At a wedding party in Cornwall, Chris Napier, the bride’s uncle, is accosted by a drunken, disheveled, and evidently distraught intruder. The man turns out to be Chris’s childhood friend Nicky Lanyon, whose father was hanged for the murder of Joshua Carnoweth-Chris’s great-uncle and the man behind the Napier family’s inherited state of affluence. Pleading his father’s innocence, Nicky commits suicide, forcing Chris to test the truth of his friend’s conviction. The conduct of more than one member of his own family begins to dog his hesitant footsteps into a past slowly darkening with the shadows of corruption, greed, lies, child abuse, and good old-fashioned revenge.
Blood Work—that’s what Terrell McCaleb used to call his job at the FBI. Until a heart condition forced him to take early retirement, he headed all investigations of serial murders in the Los Angeles area. Now he is recovering from a heart transplant operation and leads a quiet life. But McCaleb’s calm seas turn rough when a story in the L.A. Times brings him face-to-face with Graciela Rivers, a darkly intriguing woman who hooks him with the story of her sister’s unsolved murder. Against doctor’s orders and his own better judgement, McCaleb agrees to take up the case. Soon Terry is on the trail of a killer whose crimes are more baffling and horrifying than anything he has ever encountered. It’s a mind-bending, breakneck case that leads McCaleb into the darkest place he’s ever known, unsure whether he even wants to survive his own investigation.

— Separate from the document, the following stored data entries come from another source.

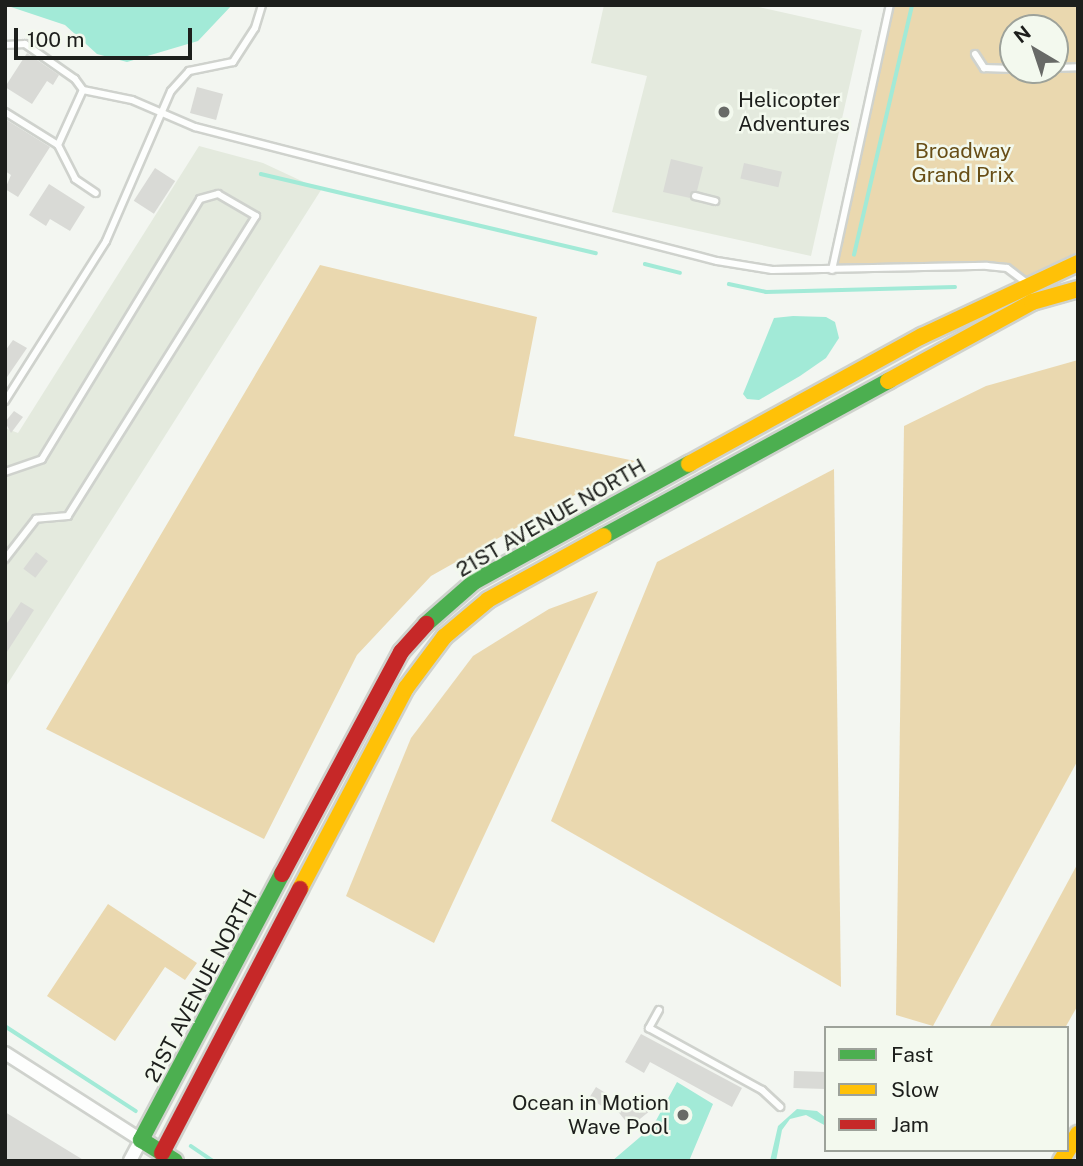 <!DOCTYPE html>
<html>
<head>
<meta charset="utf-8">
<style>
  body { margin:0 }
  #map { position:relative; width:1083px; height:1166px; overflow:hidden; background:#f3f6f1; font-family:"Public Sans",sans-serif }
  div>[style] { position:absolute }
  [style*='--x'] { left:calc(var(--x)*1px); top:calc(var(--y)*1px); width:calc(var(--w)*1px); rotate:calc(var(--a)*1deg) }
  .built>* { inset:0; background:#e4eade }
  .green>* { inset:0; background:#ead8af }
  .water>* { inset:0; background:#a2ead7 }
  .stream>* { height:3.5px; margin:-1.75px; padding:0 1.75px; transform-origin:1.75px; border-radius:1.75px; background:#a2ead7 }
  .building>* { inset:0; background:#d9dad6; transform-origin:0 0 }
  .roads { filter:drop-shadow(2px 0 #cfd2cd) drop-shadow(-2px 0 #cfd2cd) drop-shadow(0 2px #cfd2cd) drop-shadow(0 -2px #cfd2cd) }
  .lane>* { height:6px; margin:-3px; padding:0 3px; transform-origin:3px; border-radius:3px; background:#fdfefd }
  .street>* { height:12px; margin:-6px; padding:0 6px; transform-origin:6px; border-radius:6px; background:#fdfefd }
  .fast>* { height:16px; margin:-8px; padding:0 8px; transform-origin:8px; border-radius:8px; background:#4caf50 }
  .slow>* { height:16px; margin:-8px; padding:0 8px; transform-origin:8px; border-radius:8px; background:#ffc107 }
  .jam>* { height:16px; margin:-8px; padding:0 8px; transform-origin:8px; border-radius:8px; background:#c62828 }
  .dots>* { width:19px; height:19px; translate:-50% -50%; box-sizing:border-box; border:4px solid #f3f9ee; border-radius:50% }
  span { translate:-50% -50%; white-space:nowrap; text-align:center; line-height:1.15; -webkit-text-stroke:5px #f3f9ee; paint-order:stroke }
  .poi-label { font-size:21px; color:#1d1f1c }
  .left { translate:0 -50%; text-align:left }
  .right { translate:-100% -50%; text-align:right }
  .park-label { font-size:21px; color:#684e16 }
  .street-label { font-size:21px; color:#1d1f1c }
  .frame { position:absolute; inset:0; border:7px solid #1d1f1c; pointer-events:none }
  .legend { position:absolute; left:824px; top:1026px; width:245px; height:126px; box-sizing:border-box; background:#f3f9ee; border:2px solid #9da29a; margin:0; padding:9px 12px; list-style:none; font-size:21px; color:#1d1f1c }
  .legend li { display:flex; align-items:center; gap:14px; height:35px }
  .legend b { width:35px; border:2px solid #9da29a }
  .north { position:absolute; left:999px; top:14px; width:70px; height:70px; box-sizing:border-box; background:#f3f9ee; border:2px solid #9da29a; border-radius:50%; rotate:321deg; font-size:19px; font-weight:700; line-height:28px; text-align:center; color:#1d1f1c }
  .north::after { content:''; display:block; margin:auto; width:24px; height:32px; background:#686a67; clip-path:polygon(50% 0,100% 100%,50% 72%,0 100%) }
  .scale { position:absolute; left:14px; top:28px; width:178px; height:32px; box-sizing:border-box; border:4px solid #1d1f1c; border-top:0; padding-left:9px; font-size:21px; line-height:24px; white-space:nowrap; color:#1d1f1c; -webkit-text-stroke:5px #f3f9ee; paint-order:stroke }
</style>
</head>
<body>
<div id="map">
  <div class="built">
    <div style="clip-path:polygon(604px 5px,750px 5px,862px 30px,811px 256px,612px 212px,647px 76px,591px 63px)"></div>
    <div style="clip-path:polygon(199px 146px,263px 163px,321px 190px,5px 688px,5px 428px,18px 433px)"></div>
  </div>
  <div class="green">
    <div style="clip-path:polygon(evenodd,890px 5px,1078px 5px,1078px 263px,1027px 283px,1007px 268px,832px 270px,890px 5px,1013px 28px,1055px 28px,1055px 70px,1013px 70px,1013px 28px)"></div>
    <div style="clip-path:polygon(320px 265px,537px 317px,514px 436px,635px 461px,431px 576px,357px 655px,264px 839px,46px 729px)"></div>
    <div style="clip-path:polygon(1078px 360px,1078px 760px,933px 1026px,896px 1015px,904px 426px,986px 386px)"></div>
    <div style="clip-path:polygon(834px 469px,841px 987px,551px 821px,657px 562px)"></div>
    <div style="clip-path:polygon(598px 591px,434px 943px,346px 896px,411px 738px,473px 656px,549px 609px)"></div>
    <div style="clip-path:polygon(1078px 863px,1078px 1005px,1065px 1028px,989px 1028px)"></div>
    <div style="clip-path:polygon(108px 904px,197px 963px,185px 980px,165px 967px,115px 1041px,47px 996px)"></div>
  </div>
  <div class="water">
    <div style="clip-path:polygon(5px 5px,232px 5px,198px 41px,127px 62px,97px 54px,65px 25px)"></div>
    <div style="clip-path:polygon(793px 316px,826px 317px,835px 322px,839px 338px,826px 358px,800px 376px,759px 400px,747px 399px,743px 394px,774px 318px)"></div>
    <div style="clip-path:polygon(677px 1082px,713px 1104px,689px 1161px,612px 1161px,653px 1126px)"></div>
    <div style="clip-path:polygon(797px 1109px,817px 1111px,826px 1118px,826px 1126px,806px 1115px,790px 1119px,782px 1130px,776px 1161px,770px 1161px,778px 1126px)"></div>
  </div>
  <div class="stream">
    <div style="--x:261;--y:174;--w:344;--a:13.3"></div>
    <div style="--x:854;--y:255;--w:257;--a:-76.9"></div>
    <div style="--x:645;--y:264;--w:36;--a:14"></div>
    <div style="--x:729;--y:284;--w:38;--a:12"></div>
    <div style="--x:766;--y:292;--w:189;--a:-1.5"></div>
    <div style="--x:5;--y:1026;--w:156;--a:33"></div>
    <div style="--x:191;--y:1146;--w:27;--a:34"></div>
  </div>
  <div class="building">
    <div style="clip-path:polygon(27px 53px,59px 75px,53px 85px,47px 81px,32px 104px,5px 87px)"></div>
    <div style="left:197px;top:87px;width:27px;height:27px;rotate:15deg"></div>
    <div style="clip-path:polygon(5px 119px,50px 147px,18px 197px,5px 189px,11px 175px,5px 171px)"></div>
    <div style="clip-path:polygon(671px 159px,703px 167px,697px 191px,690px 198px,663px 192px)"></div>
    <div style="left:744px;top:163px;width:39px;height:16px;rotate:13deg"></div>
    <div style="left:155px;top:168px;width:24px;height:39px;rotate:33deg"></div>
    <div style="clip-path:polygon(49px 184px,85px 207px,70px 231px,50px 219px,46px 226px,29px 215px)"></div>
    <div style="clip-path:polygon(13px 340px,27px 348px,5px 380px,5px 351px)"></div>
    <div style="clip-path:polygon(14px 411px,23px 417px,11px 433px,5px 422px)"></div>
    <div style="left:36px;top:552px;width:15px;height:21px;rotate:37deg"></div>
    <div style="clip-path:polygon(21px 602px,34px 610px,5px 655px,5px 626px)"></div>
    <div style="clip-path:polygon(641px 1034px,742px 1088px,732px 1107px,650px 1062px,644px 1073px,625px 1062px)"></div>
    <div style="left:794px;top:1071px;width:32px;height:17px;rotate:2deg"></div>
    <div style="left:596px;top:1087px;width:15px;height:13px;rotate:32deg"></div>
    <div style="left:635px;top:1096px;width:21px;height:23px;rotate:51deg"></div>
    <div style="clip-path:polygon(5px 1112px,85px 1161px,5px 1161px)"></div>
  </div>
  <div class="roads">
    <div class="lane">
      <div style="--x:5;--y:45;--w:20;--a:-3"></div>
      <div style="--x:25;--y:44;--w:61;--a:35"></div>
      <div style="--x:75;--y:79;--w:14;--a:54"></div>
      <div style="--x:83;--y:90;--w:50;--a:11.5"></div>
      <div style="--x:132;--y:100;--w:69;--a:23.2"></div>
      <div style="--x:195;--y:127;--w:539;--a:14.4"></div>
      <div style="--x:717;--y:261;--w:56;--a:9.3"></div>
      <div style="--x:772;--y:270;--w:215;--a:-1.1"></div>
      <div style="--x:987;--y:266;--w:20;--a:6"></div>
      <div style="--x:1007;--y:268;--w:25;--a:37"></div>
      <div style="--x:975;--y:54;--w:17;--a:57"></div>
      <div style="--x:984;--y:68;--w:29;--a:2"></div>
      <div style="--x:1055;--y:68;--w:23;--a:-2"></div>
      <div style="--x:5;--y:112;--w:62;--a:31.9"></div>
      <div style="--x:58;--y:145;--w:38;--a:63"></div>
      <div style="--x:75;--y:179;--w:25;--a:34"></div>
      <div style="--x:58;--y:145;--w:60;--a:-65.6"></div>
      <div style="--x:695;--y:196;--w:21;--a:14"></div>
      <div style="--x:832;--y:270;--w:271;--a:-77.7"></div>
      <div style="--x:5;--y:401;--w:189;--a:-57.7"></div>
      <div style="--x:106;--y:241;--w:163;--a:-66.6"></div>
      <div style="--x:171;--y:91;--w:27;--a:-48"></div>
      <div style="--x:189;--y:71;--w:45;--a:-11.6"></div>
      <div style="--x:233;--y:62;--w:40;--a:-57.1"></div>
      <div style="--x:255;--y:28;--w:24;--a:-73"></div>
      <div style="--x:5;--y:472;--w:39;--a:-19"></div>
      <div style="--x:42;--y:459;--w:304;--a:-58.7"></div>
      <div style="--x:200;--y:199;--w:19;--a:-16"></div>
      <div style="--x:218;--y:194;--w:44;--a:30.1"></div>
      <div style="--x:256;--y:216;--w:354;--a:122.1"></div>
      <div style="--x:68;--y:516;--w:32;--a:175"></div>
      <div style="--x:36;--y:519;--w:51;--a:127.8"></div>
      <div style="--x:659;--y:1010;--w:21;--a:119"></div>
      <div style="--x:649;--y:1028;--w:129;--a:28.8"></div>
      <div style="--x:762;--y:1090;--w:25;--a:43"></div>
    </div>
    <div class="street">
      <div style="--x:5;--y:1053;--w:161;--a:32.6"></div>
      <div style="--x:141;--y:1140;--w:24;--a:118"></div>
    </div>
    <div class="fast">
      <div style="--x:604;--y:536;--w:324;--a:-28.6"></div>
      <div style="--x:426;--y:624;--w:64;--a:-41.2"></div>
      <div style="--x:474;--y:582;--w:245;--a:-28.8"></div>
      <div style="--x:175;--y:1161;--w:40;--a:-148"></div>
      <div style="--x:141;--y:1140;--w:301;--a:-62.1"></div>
    </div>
    <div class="slow">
      <div style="--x:888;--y:381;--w:164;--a:-28.7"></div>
      <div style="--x:1032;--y:302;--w:48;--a:-15.8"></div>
      <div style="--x:689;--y:464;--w:266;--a:-28.8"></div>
      <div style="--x:922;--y:336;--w:172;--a:-25.1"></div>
      <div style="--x:300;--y:889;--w:227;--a:-62.2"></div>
      <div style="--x:406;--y:688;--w:64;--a:-53.3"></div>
      <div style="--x:444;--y:637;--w:57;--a:-40.1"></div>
      <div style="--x:488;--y:600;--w:132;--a:-28.9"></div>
      <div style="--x:1061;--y:1161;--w:32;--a:-58"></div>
    </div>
    <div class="jam">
      <div style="--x:282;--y:874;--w:252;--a:-61.8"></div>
      <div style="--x:401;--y:652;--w:38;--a:-48"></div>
      <div style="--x:162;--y:1153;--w:298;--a:-62.4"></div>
    </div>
  </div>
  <div class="dots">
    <div style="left:724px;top:112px;background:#686a67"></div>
    <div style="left:683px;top:1115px;background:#686a67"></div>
  </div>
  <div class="poi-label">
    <span class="left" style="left:738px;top:112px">Helicopter<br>Adventures</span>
    <span class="right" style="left:669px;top:1115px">Ocean in Motion<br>Wave Pool</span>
  </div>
  <div class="park-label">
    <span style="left:963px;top:163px">Broadway<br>Grand Prix</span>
  </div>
  <div class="street-label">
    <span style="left:551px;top:518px;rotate:-30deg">21ST AVENUE NORTH</span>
    <span style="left:201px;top:986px;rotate:-62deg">21ST AVENUE NORTH</span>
  </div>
  <div class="frame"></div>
  <ul class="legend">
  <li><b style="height:9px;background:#4caf50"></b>Fast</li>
  <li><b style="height:9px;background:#ffc107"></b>Slow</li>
  <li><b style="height:9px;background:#c62828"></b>Jam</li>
  </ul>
  <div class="north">N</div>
  <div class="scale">100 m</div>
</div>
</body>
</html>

Domenic Stansberry’s award-winning novel tells the story of Niccolo Jones, a broken-down man plagued by his obsession with his brother Joe’s ex-wife Marie. Set in the old Italian neighborhood of North Beach in San Francisco, the novel flashes back and forth between their childhood days in the 1950s and events thirty years later. The kids are adults now, and everything has changed.

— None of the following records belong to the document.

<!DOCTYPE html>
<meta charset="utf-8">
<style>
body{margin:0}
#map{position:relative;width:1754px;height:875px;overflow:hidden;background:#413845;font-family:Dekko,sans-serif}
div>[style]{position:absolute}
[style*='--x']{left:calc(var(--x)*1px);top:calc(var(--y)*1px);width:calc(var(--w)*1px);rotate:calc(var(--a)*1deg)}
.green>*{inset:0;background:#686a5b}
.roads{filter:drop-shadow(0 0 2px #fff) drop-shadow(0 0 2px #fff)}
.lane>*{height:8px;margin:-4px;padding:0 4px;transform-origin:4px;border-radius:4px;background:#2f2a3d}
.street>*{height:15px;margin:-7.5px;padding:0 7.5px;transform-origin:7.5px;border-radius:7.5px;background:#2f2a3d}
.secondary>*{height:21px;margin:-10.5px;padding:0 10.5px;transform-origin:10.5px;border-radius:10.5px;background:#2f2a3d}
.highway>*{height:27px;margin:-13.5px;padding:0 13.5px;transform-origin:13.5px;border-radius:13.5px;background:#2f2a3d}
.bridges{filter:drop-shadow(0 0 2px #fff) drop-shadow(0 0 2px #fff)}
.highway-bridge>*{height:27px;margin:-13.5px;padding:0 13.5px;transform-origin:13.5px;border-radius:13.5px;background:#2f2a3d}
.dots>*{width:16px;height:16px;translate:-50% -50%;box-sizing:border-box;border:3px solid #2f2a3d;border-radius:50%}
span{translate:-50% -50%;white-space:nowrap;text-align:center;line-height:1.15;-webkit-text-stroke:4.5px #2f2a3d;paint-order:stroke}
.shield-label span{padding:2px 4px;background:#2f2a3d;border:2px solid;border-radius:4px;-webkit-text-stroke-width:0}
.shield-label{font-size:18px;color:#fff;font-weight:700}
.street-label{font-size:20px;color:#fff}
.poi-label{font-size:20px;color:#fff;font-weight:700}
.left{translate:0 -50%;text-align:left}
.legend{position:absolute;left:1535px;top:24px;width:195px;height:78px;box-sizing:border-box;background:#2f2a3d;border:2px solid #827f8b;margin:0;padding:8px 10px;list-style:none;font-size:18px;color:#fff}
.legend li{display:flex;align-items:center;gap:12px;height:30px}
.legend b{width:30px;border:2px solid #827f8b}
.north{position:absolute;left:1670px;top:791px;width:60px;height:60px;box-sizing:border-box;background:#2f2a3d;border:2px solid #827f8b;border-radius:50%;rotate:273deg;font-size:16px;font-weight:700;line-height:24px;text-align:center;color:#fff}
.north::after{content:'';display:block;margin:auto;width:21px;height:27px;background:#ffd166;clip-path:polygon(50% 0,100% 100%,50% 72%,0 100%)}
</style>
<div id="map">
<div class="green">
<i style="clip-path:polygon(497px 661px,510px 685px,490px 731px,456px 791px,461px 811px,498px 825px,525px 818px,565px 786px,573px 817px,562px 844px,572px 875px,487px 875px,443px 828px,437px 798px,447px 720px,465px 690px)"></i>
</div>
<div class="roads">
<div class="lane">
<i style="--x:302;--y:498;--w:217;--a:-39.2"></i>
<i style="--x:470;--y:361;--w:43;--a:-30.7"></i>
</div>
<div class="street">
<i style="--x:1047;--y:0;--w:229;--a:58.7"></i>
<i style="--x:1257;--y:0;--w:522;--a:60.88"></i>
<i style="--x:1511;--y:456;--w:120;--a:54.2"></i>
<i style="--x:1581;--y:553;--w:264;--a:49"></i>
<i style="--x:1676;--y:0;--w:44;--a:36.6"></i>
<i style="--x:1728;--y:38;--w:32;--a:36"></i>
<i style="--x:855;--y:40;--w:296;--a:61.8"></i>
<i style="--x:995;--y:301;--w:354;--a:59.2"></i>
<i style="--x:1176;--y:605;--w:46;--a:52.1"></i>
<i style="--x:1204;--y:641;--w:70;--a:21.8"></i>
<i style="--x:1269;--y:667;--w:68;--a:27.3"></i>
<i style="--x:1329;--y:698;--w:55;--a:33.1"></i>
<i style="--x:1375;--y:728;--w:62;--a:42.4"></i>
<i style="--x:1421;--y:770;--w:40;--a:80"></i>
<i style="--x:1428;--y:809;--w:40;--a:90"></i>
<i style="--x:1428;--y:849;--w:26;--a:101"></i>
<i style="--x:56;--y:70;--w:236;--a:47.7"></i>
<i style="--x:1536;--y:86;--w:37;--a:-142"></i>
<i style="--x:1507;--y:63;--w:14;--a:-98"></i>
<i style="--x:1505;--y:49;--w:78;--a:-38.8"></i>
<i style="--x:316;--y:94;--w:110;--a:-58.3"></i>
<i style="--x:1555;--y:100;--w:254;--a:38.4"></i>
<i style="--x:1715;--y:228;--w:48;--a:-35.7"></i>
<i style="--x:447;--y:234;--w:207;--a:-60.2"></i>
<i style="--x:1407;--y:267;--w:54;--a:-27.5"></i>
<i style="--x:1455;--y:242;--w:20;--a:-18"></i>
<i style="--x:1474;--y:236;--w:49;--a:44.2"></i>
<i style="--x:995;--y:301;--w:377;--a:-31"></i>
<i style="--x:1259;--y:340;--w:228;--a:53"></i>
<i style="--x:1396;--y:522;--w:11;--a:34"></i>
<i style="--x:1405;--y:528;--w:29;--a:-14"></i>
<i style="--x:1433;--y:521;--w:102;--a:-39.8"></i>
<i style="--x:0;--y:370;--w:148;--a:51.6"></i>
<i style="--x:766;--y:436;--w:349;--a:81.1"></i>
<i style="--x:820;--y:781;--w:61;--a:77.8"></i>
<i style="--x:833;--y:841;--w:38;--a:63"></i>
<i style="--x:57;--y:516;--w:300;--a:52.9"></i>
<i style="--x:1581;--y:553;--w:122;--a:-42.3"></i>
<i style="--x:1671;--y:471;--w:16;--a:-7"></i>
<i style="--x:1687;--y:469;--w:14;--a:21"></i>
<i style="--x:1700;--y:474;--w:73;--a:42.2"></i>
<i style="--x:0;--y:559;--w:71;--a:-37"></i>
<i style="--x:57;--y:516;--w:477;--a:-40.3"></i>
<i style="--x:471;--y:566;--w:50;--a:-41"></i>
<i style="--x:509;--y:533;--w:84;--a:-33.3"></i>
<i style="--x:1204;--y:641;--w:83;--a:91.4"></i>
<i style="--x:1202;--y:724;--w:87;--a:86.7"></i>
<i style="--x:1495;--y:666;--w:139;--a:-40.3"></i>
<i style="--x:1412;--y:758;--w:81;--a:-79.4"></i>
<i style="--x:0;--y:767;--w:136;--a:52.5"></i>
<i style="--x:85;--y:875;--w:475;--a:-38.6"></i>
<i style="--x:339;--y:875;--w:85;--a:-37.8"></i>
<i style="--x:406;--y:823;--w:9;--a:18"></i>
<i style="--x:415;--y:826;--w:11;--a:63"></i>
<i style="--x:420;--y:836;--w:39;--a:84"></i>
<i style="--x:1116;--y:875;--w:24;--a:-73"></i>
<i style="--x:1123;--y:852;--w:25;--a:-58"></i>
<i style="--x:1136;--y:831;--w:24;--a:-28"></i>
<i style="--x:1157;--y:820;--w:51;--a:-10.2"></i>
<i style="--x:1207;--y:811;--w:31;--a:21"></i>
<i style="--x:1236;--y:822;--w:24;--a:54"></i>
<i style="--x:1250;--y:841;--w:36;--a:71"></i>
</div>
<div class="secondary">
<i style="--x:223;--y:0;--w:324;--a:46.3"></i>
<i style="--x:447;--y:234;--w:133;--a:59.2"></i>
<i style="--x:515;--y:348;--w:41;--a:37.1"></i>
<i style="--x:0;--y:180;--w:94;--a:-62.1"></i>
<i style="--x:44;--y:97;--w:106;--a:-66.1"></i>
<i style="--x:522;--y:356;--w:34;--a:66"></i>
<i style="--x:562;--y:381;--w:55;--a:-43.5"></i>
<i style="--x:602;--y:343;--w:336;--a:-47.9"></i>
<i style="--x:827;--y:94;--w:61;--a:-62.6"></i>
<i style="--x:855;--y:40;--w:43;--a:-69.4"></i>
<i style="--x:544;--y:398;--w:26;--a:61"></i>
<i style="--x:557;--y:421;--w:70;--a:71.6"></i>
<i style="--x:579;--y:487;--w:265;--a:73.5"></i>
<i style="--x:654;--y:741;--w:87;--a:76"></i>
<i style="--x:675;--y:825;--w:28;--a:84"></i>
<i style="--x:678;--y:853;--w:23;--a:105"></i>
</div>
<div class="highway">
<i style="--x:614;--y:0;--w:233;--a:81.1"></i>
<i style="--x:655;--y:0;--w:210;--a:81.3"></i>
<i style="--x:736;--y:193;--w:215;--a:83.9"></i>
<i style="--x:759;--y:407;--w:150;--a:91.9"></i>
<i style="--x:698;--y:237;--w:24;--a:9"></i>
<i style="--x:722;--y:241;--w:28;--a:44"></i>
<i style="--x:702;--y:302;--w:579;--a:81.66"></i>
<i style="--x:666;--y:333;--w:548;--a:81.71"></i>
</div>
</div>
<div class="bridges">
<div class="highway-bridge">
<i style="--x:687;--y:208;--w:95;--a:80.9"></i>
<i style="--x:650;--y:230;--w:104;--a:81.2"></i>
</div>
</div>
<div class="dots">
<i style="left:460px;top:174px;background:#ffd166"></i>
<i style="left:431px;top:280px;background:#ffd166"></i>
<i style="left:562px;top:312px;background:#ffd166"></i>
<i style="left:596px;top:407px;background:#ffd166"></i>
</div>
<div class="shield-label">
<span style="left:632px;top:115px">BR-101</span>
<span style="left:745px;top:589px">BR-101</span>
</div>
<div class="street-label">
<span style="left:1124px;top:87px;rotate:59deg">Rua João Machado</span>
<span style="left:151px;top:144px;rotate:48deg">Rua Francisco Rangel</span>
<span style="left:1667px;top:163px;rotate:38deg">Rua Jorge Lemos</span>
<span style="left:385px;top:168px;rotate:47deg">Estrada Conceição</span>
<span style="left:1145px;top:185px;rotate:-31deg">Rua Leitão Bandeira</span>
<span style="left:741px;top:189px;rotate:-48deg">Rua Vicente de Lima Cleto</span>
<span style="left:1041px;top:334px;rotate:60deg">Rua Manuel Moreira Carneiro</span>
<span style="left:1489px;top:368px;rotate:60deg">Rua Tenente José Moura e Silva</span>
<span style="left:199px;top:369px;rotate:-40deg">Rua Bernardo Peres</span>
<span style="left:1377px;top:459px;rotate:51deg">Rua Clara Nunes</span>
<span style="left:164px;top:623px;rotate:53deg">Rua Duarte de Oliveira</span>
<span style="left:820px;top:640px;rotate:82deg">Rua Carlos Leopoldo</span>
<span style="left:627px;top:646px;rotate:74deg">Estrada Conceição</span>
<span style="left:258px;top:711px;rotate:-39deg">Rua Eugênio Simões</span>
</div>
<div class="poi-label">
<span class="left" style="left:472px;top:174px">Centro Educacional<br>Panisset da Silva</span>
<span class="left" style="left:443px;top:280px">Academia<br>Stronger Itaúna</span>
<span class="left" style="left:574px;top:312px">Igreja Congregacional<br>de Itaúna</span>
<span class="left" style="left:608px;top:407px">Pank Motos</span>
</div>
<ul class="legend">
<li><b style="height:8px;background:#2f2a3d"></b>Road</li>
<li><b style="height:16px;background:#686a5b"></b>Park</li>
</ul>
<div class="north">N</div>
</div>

Nick’s story begins when Joe is murdered, igniting in Nick an unquenchable desire for revenge. The crime also awakens Nick’s memories of days gone by, particularly his own illicit feelings for Marie. But the price of passion is as costly now as it was for Nick thirty years ago; for The Last Days of Il Duce is as much about the secrets of the past as it is about the sins of the present.
Dark, elegantly written, intricate, and astonishing, The Last Days of Il Duce is a superb novel in the classic noir tradition.
In the spellbinding tradition of Minette Walters and Ruth Rendell, author Julia Wallis Martin crafts an intelligent, atmospheric British suspense novel as engrossing as it is original.
An entire house, long submerged in the dark waters of a reservoir, unearths a starting find: the corpse of Helena Warner, an Oxford college student who disappeared twenty years earlier. For former homicide detective Bill Driver, it means the reopening of a case that, in his mind, was never really closed. And Driver thinks he knows who did it. But three of Helena’s friends-her cold former lover Ian Gilmore, her jealous best friend Joan Poole, and talented but institutionalized artist Richard Wachmann-conspire to keep a decades-old, deadly secret from seeing the light of day…all the wile, a killer continues to strike again and again.